Por Otávio Meireles · Repórter de Mercado
US$ 1,5 bi na mesa, e ninguém concorda com a divisão
US$ 3 mil por livro pirateado é o valor médio que autores devem receber do maior acordo de direitos autorais já fechado por uma empresa de inteligência artificial. A Anthropic, criadora do assistente de IA Claude e uma das concorrentes diretas da OpenAI, aceitou pagar US$ 1,5 bilhão para encerrar uma ação coletiva movida por escritores que a acusam de usar cerca de 500 mil livros piratas para treinar seus modelos sem autorização.
O acordo, aprovado pela Justiça americana, deveria ser simples: quem perde direitos ganha dinheiro. Mas a regra de divisão virou o novo campo de batalha. Para obras ainda sob contrato de catálogo vigente, editoras e autores dividem o valor meio a meio. Já para livros cujos direitos já reverteram ao autor — regra vale para reversões anteriores a 10 de agosto de 2022 —, o escritor deveria embolsar o pagamento integral.
Só que não é isso que está acontecendo, segundo relatos recolhidos pela TechCrunch. A autora April Henry diz que a HarperCollins, uma das maiores editoras do mundo, reivindicou uma fatia de pagamento por um título cujos direitos voltaram para ela há 17 anos. Courtney Milan, escritora e ex-estagiária de direito, denunciou agentes literários tentando reivindicar percentual sobre livros dos quais não têm mais nenhuma parte contratual vigente.

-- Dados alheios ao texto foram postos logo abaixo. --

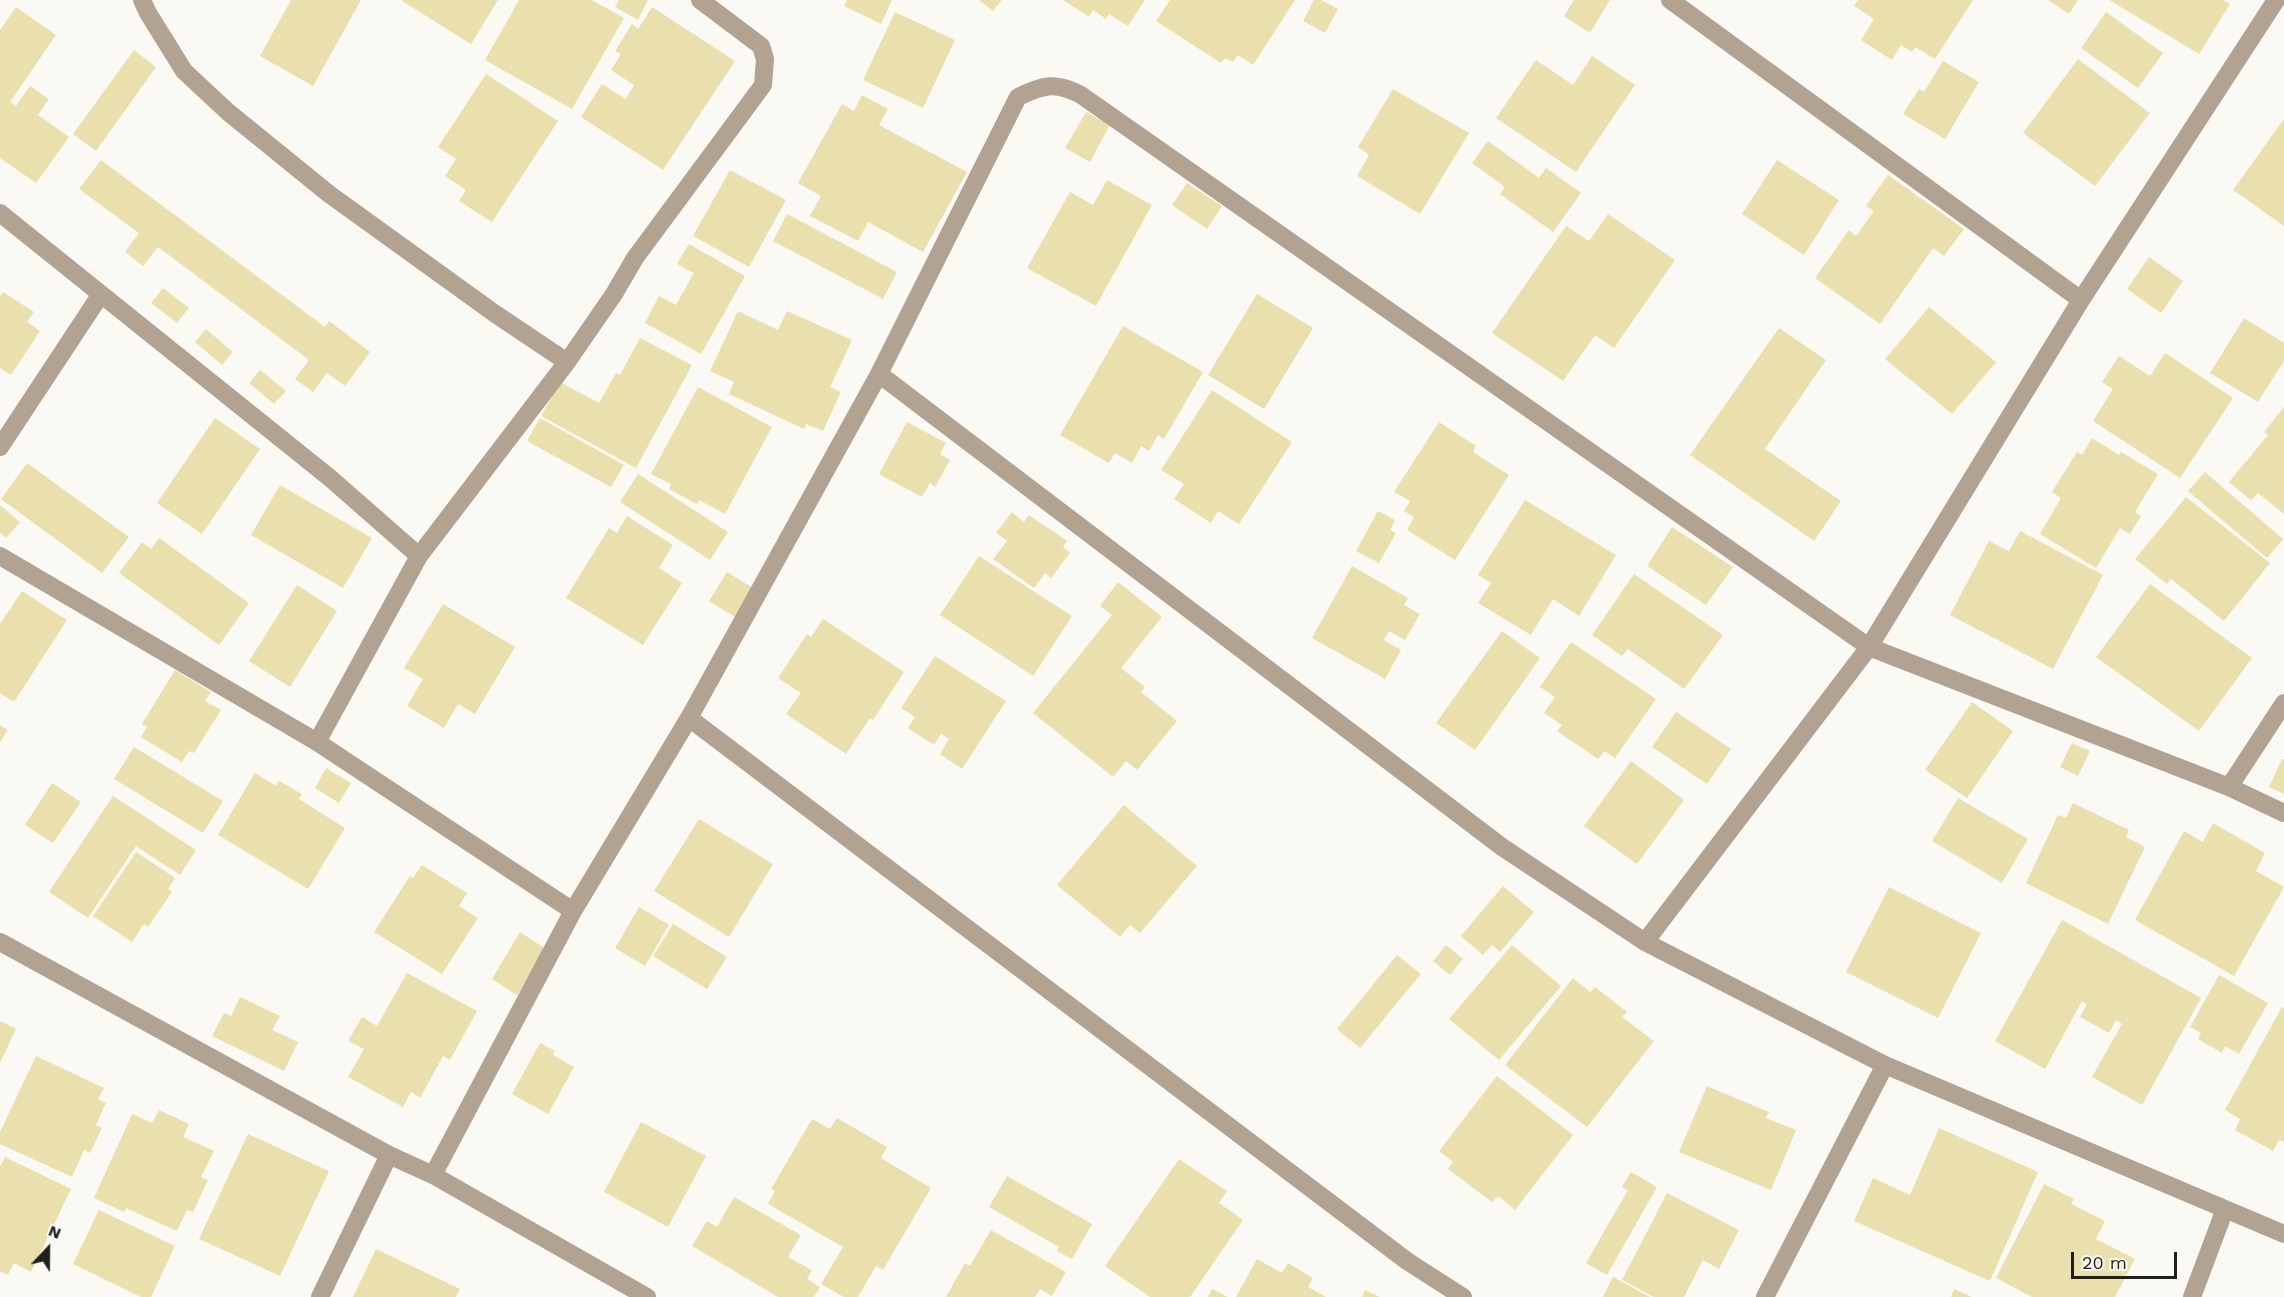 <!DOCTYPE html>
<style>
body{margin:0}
#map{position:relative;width:2284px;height:1297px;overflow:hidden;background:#faf9f4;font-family:"Work Sans",sans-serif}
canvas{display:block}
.north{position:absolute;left:18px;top:1219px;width:60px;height:60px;-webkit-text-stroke:4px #faf9f4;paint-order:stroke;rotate:22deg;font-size:16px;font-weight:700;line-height:24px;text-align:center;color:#201f1d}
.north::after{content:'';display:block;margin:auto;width:21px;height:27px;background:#201f1d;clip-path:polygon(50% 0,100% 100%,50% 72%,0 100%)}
.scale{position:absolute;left:2071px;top:1252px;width:106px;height:27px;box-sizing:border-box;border:3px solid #201f1d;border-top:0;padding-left:8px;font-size:18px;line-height:21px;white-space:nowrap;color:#201f1d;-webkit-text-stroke:4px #faf9f4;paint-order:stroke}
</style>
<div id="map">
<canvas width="2284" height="1297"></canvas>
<div class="north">N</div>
<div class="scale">20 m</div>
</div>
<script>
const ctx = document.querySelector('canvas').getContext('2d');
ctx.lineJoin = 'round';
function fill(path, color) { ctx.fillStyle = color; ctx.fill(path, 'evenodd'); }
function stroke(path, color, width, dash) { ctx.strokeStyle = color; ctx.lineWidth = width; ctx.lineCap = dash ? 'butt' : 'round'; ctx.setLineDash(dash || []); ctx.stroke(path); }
fill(new Path2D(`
 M291 0H361L313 86 260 56Z
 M403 0H498L471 44 402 1Z
 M519 0H592L624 18 572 109 485 60Z
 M619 0H648L638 20 615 7Z
 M847 0H892L881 24 844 6Z
 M979 0H1002L993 11Z
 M1063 0H1145L1128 26 1109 14 1106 19 1093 10 1089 17Z
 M1170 0H1295L1253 65 1238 55 1233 62 1225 58 1221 63 1156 21Z
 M1314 0H1321L1338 9 1325 33 1303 21Z
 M1574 0H1610L1590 33 1564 16Z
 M1858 0H1973L1935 59 1915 47 1912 52 1901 45 1892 60 1861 40 1874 19 1854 6Z
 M2048 0H2078L2069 14Z
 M2109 0H2223L2230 4 2199 54Z
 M16 7 56 35 10 102 16 106 30 86 49 99 38 115 69 137 36 183 0 158V30Z
 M652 7 735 61 663 170 581 117 602 84 626 99 634 85 611 70 621 54 615 51 632 24 638 29Z
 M895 12 955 40 923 108 863 80Z
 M2106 12 2163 53 2138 88 2081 48Z
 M134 50 156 67 96 151 73 134Z
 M1592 56 1635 85 1576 172 1496 118 1536 60 1573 85Z
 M2078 59 2150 113 2095 186 2023 133Z
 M1943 61 1979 82 1945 139 1903 114 1919 89 1924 92Z
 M486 74 558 121 492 222 459 201 466 190 445 176 456 159 438 147Z
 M1393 89 1469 133 1420 214 1357 176 1369 155 1358 147Z
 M862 95 888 109 879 125 967 172 923 252 868 222 858 241 810 216 821 196 798 183 842 104 854 111Z
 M1086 112 1110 125 1090 162 1065 148Z
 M2284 119V226L2233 190Z
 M1488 141 1539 178 1546 168 1581 193 1553 232 1500 194 1505 187 1472 163Z
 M101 160 325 327 329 321 370 352 345 386 327 373 313 392 295 379 309 360 158 247 143 266 125 252 139 233 79 189Z
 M1777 160 1839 200 1804 255 1742 214Z
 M730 170 786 200 749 267 693 236Z
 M1888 175 1964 229 1944 256 1933 248 1880 324 1815 278 1849 230 1856 236 1874 211 1866 206Z
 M1107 180 1152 205 1096 306 1027 268 1070 192 1093 205Z
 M1187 183 1222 206 1207 229 1172 205Z
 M787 214 897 272 883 299 773 241Z
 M1608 214 1675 260 1614 348 1595 335 1563 381 1492 333 1566 226 1589 241Z
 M689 244 745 276 701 354 645 323 659 296 676 305 694 273 677 264Z
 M2149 257 2183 281 2161 313 2127 289Z
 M163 288 189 308 177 323 151 303Z
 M3 292 34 312 27 322 40 331 11 375 0 368V297Z
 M1257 294 1313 328 1264 409 1208 375Z
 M1929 307 1996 362 1952 414 1885 359Z
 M738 311 778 330 787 311 852 340 830 387 841 392 823 431 806 424 804 429 729 394 734 382 710 371Z
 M2244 318 2284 343V361L2258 402 2210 373Z
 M1123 326 1203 372 1164 439 1158 435 1149 451 1141 446 1132 463 1115 453 1109 463 1060 435Z
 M1779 328 1826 360 1765 449 1841 501 1814 541 1690 455Z
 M206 329 233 352 222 365 195 342Z
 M640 338 692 365 636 468 541 416 560 382 599 403 616 373 620 375Z
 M2165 353 2233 398 2180 478 2093 421 2113 389 2102 382 2119 356 2150 376Z
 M260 370 286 391 274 404 249 383Z
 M698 387 772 427 725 514 699 500 697 504 669 489 671 484 651 474Z
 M1212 390 1292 442 1239 524 1218 511 1211 523 1174 499 1184 484 1161 470Z
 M2284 407V514L2258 493 2251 500 2229 482 2268 435 2264 432Z
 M215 418 260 449 202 534 157 503Z
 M540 418 624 465 611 487 527 441Z
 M907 422 946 443 940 454 950 460 935 487 930 483 922 497 879 474Z
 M1439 422 1476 446 1473 452 1509 475 1455 560 1407 530 1414 517 1404 511 1410 501 1394 492Z
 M2092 438 2119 455 2121 452 2158 474 2135 512 2141 516 2130 534 2120 528 2096 568 2040 534 2061 498 2052 492 2077 452 2082 455Z
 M27 463 129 537 102 573 1 499Z
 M2205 472 2283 539 2267 558 2188 491Z
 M638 474 728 532 710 560 620 502Z
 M280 485 372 538 343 588 251 535Z
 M2186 497 2270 563 2224 621 2171 579 2167 584 2135 559Z
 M1525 500 1616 555 1579 616 1553 599 1531 635 1478 603 1491 583 1478 575Z
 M0 505 20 522 6 538 0 533Z
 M1378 511 1395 520 1390 530 1396 533 1379 563 1356 551Z
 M1012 512 1024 522 1029 515 1067 541 1063 547 1070 553 1051 578 1045 573 1034 588 993 559 1007 541 996 533Z
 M627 516 673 545 659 568 682 583 643 645 566 598 609 528 617 533Z
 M1672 527 1733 567 1706 605 1647 566Z
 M2020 531 2103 575 2053 669 1950 615 1989 541 2009 551Z
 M159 538 249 603 219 645 119 573 142 542 151 549Z
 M979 556 1072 616 1033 676 940 615Z
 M1352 566 1408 598 1404 605 1420 614 1405 640 1389 631 1384 640 1401 650 1385 679 1312 638Z
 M727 572 753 588 735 617 709 601Z
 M1634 574 1723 635 1684 689 1628 649 1622 656 1592 635Z
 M1118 582 1162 617 1121 668 1145 687 1141 692 1177 721 1137 770 1126 761 1113 777 1033 713 1112 615 1100 606Z
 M2150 584 2252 658 2199 731 2096 657Z
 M297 585 337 611 290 687 249 661Z
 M22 591 67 620 14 702 0 693V624Z
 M443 604 515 647 475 714 458 704 444 728 407 706 423 679 404 668Z
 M823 619 904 672 873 720 870 718 846 754 786 714 801 693 778 678 807 634 811 637Z
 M1502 631 1540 658 1475 750 1436 723Z
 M1571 642 1656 699 1615 758 1604 751 1598 759 1557 731 1562 725 1544 713 1555 697 1540 687Z
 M935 656 1006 701 962 769 940 754 949 739 941 734 934 745 908 728 915 717 901 708Z
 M175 670 211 692 205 701 221 710 194 753 189 751 182 762 141 737 147 727 142 724Z
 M1972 702 2013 731 1967 798 1925 770Z
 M1676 712 1731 749 1707 784 1652 747Z
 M0 725 8 730 0 742Z
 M2072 743 2090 751 2078 776 2060 767Z
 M134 747 223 801 203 833 114 779Z
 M2282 759H2284V794L2269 787Z
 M1631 761 1684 800 1637 864 1584 826Z
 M326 768 351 783 339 803 315 788Z
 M255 773 276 786 279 781 302 794 299 799 345 828 308 889 218 835Z
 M52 783 81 802 53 843 25 825Z
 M113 796 196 850 180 875 136 846 88 918 49 892Z
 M1958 798 2028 839 2002 883 1932 841Z
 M2073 803 2129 830 2126 837 2145 847 2108 924 2026 883 2058 815 2066 818Z
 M1124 805 1197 866 1140 933 1130 925 1120 937 1057 885Z
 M699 819 773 864 729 937 654 891Z
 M2213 823 2265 853 2256 871 2284 887 2234 976 2135 920 2184 831 2203 842Z
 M136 852 175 878 168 889 172 892 148 927 144 924 132 942 93 916Z
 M422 865 467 893 459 906 478 918 442 974 374 932 410 876 413 878Z
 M1503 886 1534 912 1500 952 1492 945 1483 955 1461 936Z
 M1889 887 1981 933 1938 1018 1846 972Z
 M639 907 669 925 645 966 615 948Z
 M2062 920 2201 998 2142 1105 2092 1077 2122 1024 2116 1020 2109 1033 2080 1017 2087 1004 2082 1001 2045 1069 1995 1041Z
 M673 924 727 957 707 989 653 956Z
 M520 932 546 949 517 995 492 979Z
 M1446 945 1463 959 1450 975 1433 961Z
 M1512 945 1561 986 1499 1060 1449 1019Z
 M1397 955 1421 974 1360 1048 1337 1029Z
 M407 973 477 1011 450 1060 443 1056 420 1098 411 1092 403 1107 348 1077 364 1049 348 1041 362 1017 377 1026Z
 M2219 975 2268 1003 2239 1054 2225 1046 2222 1053 2198 1039 2201 1033 2190 1027Z
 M1573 978 1590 992 1595 987 1627 1012 1622 1017 1654 1041 1587 1127 1505 1065Z
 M240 997 280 1016 272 1030 298 1042 284 1071 212 1036 224 1013 231 1016Z
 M2282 1007 2284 1008V1142L2279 1140 2273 1151 2235 1130 2240 1119 2225 1110Z
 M0 1021 16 1029 0 1063Z
 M540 1043 555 1051 553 1055 574 1067 548 1114 512 1094Z
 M36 1056 104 1088 98 1099 106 1103 96 1125 102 1128 90 1153 84 1150 72 1177 0 1144V1132Z
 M1497 1076 1573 1135 1515 1210 1498 1196 1492 1202 1448 1169 1453 1162 1439 1151Z
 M1707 1086 1769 1112 1766 1118 1796 1130 1771 1190 1679 1152Z
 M159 1110 189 1124 183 1137 214 1151 201 1177 208 1180 193 1212 187 1210 177 1231 126 1208 124 1212 94 1198 132 1114 152 1123Z
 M837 1118 887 1147 881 1158 931 1188 883 1270 876 1266 858 1297H844L821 1284 843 1247 768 1204 775 1191 771 1189 812 1119 830 1129Z
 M641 1122 706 1156 668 1227 604 1192Z
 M1939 1128 2038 1172 1990 1281 1854 1221 1873 1178 1910 1195Z
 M248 1134 329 1171 280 1276 199 1239Z
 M5 1157 71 1189 31 1272 14 1263 8 1275 0 1271V1167Z
 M1179 1159 1227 1191 1219 1203 1243 1220 1190 1297H1150L1105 1266Z
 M1631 1172 1657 1187 1607 1275 1586 1263 1628 1190 1622 1187Z
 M1007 1176 1092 1224 1072 1259 1057 1251 1059 1247 989 1207Z
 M2044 1184 2074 1199 2071 1204 2105 1221 2096 1239 2135 1259 2115 1297H2032L1996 1278Z
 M1667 1193 1739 1230 1719 1269 1703 1260 1684 1297H1654L1622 1280Z
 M734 1197 801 1235 788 1257 812 1270 807 1279 820 1287 814 1297H778L692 1246 707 1221 717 1227Z
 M99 1210 175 1246 151 1297H141L73 1264Z
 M991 1230 1066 1272 1052 1296 1040 1289 1035 1297H946L965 1263 970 1266Z
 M376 1249 460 1289 456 1297H353Z
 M1257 1259 1282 1273 1288 1263 1313 1278 1308 1287 1326 1297H1236Z
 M1613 1277 1650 1297H1603Z
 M1212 1289 1228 1297H1208Z
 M1954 1289 1972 1297H1951Z
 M1365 1290 1380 1297H1362Z`), '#eae0ad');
stroke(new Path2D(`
 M142 0 148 13 184 71 228 112 329 194 494 313 567 362 614 294 635 258 763 85 765 59 761 46 700 0
 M1670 0 2081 300
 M0 213 330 478 419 556
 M879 374 1502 847 1645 942 1885 1065 2284 1234
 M0 447 101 294
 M0 556 317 742 573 911
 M689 718 1407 1261 1463 1297
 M317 742 419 556 567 362
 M2229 787 2284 703
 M0 942 389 1155 433 1175 647 1297
 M1645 942 1869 647 2081 300 2276 0
 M433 1175 573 911 689 718 879 374 1018 97C1043 85 1056 81 1081 95L1869 647 2229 787 2284 813
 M320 1297 389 1155
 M1765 1297 1885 1065
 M2192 1297 2225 1209`), '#b2a291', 18);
</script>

Victoria Strauss, do grupo de vigilância Writers Beware, chama o padrão de "sistêmico" — não são casos isolados de erro administrativo.
Quem ganha e quem perde nessa etapa: editoras e agências com times jurídicos maiores têm vantagem para reivindicar rápido, enquanto autores individuais — muitos sem advogado dedicado — dependem de contestar reivindicações que já entraram no sistema do acordo. Para a Anthropic, o capítulo já está encerrado: pagou, ficou nos holofotes o tempo suficiente, e agora observa de fora enquanto editoras e autores brigam pelos restos.
Fica a pergunta que o acordo não responde: quantos dos 500 mil livros vão de fato pagar ao autor certo, e quantos vão parar no bolso de quem só administra o contrato?